**EXERCISE AIM**
Wherever a line below holds the word "space", copy that line.

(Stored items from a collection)
Segment Open
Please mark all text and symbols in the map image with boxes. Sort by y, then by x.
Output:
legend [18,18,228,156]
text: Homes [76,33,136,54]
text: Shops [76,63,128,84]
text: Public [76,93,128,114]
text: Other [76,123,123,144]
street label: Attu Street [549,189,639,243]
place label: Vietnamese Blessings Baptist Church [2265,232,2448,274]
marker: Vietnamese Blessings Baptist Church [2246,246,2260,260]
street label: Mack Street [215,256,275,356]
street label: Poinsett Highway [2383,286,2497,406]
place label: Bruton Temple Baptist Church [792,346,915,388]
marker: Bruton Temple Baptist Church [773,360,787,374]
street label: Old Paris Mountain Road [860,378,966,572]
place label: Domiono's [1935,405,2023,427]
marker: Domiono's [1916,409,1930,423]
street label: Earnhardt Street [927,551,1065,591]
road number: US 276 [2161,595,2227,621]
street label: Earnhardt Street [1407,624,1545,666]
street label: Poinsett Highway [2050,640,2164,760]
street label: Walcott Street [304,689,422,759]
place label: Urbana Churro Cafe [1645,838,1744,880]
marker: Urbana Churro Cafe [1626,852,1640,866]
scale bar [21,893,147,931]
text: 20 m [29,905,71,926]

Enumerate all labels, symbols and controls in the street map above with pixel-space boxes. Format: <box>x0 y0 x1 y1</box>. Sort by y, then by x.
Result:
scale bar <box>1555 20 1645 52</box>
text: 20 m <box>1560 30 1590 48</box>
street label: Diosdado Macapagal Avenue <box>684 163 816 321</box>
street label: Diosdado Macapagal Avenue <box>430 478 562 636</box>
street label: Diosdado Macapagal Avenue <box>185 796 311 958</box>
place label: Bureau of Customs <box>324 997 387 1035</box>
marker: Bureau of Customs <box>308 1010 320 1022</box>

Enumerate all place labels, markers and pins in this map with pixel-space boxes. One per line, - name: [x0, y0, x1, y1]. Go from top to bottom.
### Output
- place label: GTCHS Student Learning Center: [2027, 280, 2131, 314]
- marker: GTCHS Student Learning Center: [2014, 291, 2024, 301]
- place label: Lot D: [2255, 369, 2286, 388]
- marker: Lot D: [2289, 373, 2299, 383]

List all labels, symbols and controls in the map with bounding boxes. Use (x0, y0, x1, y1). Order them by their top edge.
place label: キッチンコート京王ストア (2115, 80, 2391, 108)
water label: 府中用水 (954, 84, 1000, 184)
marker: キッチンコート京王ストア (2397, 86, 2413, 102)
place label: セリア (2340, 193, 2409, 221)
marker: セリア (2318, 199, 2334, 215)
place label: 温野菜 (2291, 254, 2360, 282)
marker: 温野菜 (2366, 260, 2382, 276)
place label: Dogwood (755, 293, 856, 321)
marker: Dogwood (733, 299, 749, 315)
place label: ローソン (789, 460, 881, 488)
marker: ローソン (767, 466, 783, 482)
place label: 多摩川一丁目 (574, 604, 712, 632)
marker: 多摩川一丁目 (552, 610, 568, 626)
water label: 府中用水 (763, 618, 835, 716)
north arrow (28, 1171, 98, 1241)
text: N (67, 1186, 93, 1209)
Segment Closed
**YOUR RESPONSE**
Enumerate all labels, symbols and controls in the street map above with pixel-space boxes. Format: <box>x0 y0 x1 y1</box>. Sort by y, then by x.
Enumerate all place labels, markers and pins in this map with pixel-space boxes. One per line, - name: [x0, y0, x1, y1]. Go from top to bottom.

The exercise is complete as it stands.